4. Clarify that employees must provide their employers with the required documentation (e.g. name, date(s) for leave, qualifying reason for leave, oral statement that employee is unable to work or telework, and any other supporting documentation such as quarantine or isolation order, doctor’s note advising employee to self-quarantine, school or place of care closure letter, etc.) supporting their need for EPSL and/or EFMLEA leave “as soon as practicable.”

  • The DOL stated that the previous requirement that an employee must provide their employers with the required documentation “prior to” taking paid leave will be removed.
  • Under the revised FFCRA regulations, employees requesting paid leave under the EPSL and/or EFMLEA must provide their employers with the required documentation, “as soon as practicable.” According to the DOL, in most cases this will be when the employee provides notice to his/her employer of the need for leave.

5. Correct an inconsistency regarding when employees may be required to provide notice of a need to take expanded family and medical leave to their employers.

  • FFCRA regulations will now state that when the need for leave under the EFMLEA is “foreseeable,” advance notice is to be provided to the employer “as soon as practicable.”
  • The DOL uses the example of a parent learning on Monday that his or her child’s school will be closed on Tuesday for a COVID-19 related reason.
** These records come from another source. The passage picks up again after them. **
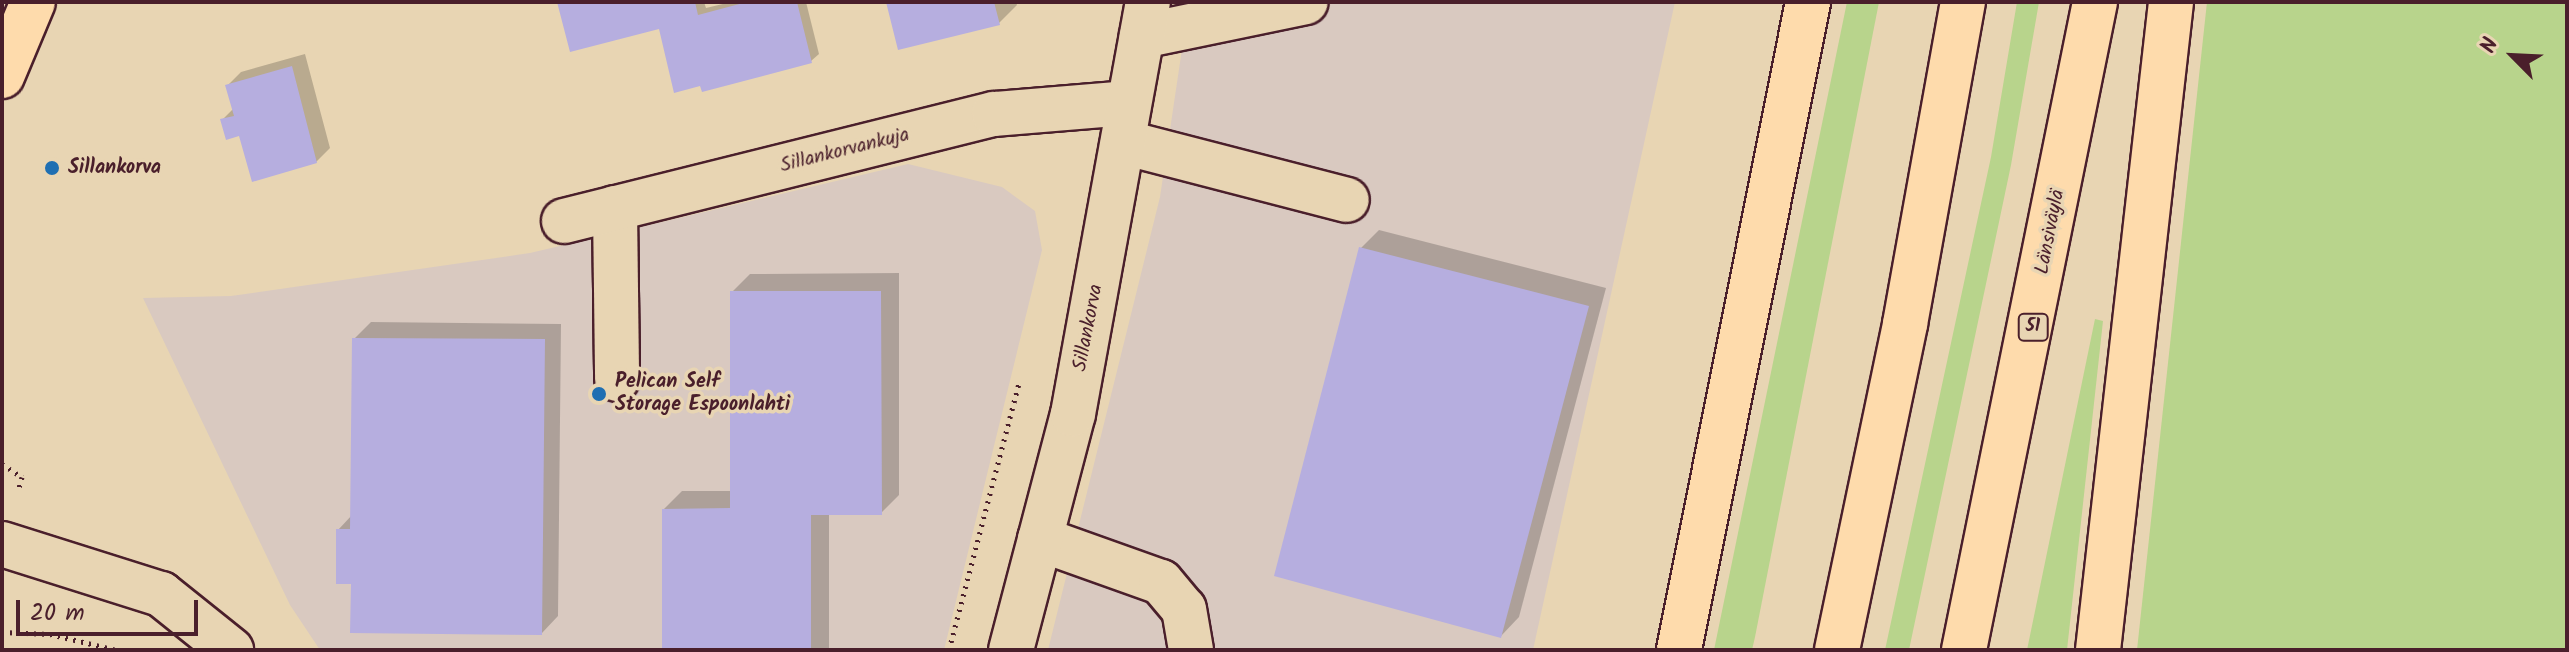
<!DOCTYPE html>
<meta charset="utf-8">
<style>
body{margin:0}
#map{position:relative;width:2569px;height:652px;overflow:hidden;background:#e8d5b3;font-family:Kalam,sans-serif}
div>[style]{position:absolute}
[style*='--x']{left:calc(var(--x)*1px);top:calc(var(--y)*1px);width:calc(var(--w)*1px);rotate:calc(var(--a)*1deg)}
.built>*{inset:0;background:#d9c9c0}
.green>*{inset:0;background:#b8d48c}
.shadow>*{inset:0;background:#0003}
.building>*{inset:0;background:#b6aedf}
.path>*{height:5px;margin-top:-2.5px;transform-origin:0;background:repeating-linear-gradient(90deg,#4a1f2b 0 2px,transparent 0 8px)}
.roads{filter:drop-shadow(2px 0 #4a1f2b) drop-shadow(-2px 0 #4a1f2b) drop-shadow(0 2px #4a1f2b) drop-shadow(0 -2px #4a1f2b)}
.minor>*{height:44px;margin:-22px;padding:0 22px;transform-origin:22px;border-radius:22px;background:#e8d5b3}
.major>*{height:44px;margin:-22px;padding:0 22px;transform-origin:22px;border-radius:22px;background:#fedbac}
.highway>*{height:44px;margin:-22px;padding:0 22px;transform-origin:22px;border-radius:22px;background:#fedbac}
.dots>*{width:22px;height:22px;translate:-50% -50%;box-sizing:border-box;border:4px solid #e8d5b3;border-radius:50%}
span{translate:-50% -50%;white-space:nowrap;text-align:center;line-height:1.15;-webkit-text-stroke:7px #e8d5b3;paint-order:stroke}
.shield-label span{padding:2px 6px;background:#e8d5b3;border:2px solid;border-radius:6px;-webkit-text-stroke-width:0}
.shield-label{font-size:18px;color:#4a1f2b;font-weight:700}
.street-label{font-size:20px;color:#4a1f2b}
.poi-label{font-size:20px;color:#4a1f2b;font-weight:700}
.left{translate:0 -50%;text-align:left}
.frame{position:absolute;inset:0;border:4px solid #4a1f2b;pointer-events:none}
.north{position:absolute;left:2473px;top:16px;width:80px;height:80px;-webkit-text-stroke:6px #e8d5b3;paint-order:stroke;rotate:294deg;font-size:22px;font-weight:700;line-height:32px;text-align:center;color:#4a1f2b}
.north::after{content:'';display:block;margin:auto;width:28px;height:36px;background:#4a1f2b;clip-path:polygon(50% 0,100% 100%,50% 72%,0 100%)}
.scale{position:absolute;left:16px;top:600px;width:182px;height:36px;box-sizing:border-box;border:4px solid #4a1f2b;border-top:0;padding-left:10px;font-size:24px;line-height:28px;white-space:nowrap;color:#4a1f2b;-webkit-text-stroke:6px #e8d5b3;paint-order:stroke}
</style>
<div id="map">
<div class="built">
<div style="clip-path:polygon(1189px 2px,1675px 2px,1533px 650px,1048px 650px,1160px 197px)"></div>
<div style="clip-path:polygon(908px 164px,1002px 187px,1035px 211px,1042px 250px,944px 650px,320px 650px,290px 605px,143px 298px,231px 296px,530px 253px)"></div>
</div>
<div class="green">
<div style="clip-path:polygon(1847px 2px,1879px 2px,1755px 637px,1752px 650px,1714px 650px)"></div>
<div style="clip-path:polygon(2017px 2px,2039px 2px,2011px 165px,1909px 650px,1885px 650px,1991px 157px)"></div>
<div style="clip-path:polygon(2207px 2px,2567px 2px,2567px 650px,2137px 650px)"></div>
<div style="clip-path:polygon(2095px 319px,2103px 321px,2067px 650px,2027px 650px)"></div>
</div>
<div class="shadow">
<div style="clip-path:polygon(559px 2px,704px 2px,706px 8px,731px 2px,806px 2px,819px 54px,811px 61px)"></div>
<div style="clip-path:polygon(888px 2px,1016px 2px,1017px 5px,999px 23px)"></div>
<div style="clip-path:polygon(305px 54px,330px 148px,316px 162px,241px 134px,222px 120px,234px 108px,227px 86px,241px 72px)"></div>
<div style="clip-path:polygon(1379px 230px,1606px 288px,1519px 617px,1501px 636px,1361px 248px)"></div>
<div style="clip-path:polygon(899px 273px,899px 495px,881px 513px,829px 513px,829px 650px,664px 650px,664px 509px,682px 491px,732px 491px,732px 292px,750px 274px)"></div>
<div style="clip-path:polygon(371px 322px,561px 324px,558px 616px,542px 633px,353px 581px,338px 530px,352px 515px,354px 339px)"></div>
</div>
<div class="building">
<div style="clip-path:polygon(557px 2px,695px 2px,698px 15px,747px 2px,797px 2px,812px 63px,702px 92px,700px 86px,674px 93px,659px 29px,570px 52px)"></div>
<div style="clip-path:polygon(886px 2px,994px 2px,1000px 25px,898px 50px)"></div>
<div style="clip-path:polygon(292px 66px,317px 163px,252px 182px,239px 136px,226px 140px,220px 119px,234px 116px,225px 85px)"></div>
<div style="clip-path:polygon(1359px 247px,1589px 306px,1501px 638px,1274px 576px)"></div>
<div style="clip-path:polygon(730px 291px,881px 291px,882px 515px,811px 515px,811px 650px,662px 650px,662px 509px,730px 508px)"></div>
<div style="clip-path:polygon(352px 338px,545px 339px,542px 635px,350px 633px,351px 584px,336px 584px,336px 529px,350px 529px)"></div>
</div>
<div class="path">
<div style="--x:2;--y:464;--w:24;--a:33"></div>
<div style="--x:22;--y:477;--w:15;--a:106"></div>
<div style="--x:2;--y:632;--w:48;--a:2.4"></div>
<div style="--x:50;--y:634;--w:68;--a:13.6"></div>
<div style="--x:949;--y:650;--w:275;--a:-75.3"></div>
</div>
<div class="roads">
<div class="minor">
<div style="--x:1142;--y:36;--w:167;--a:-11.7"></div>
<div style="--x:1123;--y:142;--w:231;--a:14.5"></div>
<div style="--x:615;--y:208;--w:171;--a:89.3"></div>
<div style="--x:564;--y:221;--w:443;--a:-14"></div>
<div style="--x:994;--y:114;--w:135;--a:-4.7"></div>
<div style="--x:1040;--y:539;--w:128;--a:19.6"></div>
<div style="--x:1161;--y:582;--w:35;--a:50"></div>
<div style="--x:1184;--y:609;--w:42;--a:80.3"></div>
<div style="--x:2;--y:544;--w:167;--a:17.5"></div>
<div style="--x:161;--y:594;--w:90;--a:38.7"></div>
<div style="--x:1011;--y:650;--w:244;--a:-75.3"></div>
<div style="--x:1073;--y:414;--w:419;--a:-79.7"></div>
</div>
<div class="major">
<div style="--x:2;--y:76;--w:80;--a:-67.3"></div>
</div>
<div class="highway">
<div style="--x:1679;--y:650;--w:661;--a:-78.74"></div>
<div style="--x:1837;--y:650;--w:333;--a:-78.2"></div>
<div style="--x:1905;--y:324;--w:327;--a:-79.8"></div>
<div style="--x:1964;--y:650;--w:661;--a:-78.57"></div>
<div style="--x:2098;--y:650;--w:652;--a:-83.57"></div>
</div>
</div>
<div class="dots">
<div style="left:52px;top:168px;background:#1f6fb2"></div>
<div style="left:599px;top:394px;background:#1f6fb2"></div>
</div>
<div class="shield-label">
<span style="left:2033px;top:327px">51</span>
</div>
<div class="street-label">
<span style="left:845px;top:151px;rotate:-14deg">Sillankorvankuja</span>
<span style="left:2051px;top:232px;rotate:-79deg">Länsiväylä</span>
<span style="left:1089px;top:328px;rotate:-79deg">Sillankorva</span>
</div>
<div class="poi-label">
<span class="left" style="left:68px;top:168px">Sillankorva</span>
<span class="left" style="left:615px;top:394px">Pelican Self<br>Storage Espoonlahti</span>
</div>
<div class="frame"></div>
<div class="north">N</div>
<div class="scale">20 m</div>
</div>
Under this scenario, the DOL instructs that the “employee must notify his or her employer as soon as practicable [likely Monday at work].”
  • Alternatively, when need for leave under the EFMLEA is not foreseeable, “the employee may begin to take leave without giving prior notice, but must still give notice as soon as practicable” (i.e. that same day). For example, this would apply when a parent learns that his or her child’s school will be closed Tuesday, after already reporting to work on Tuesday.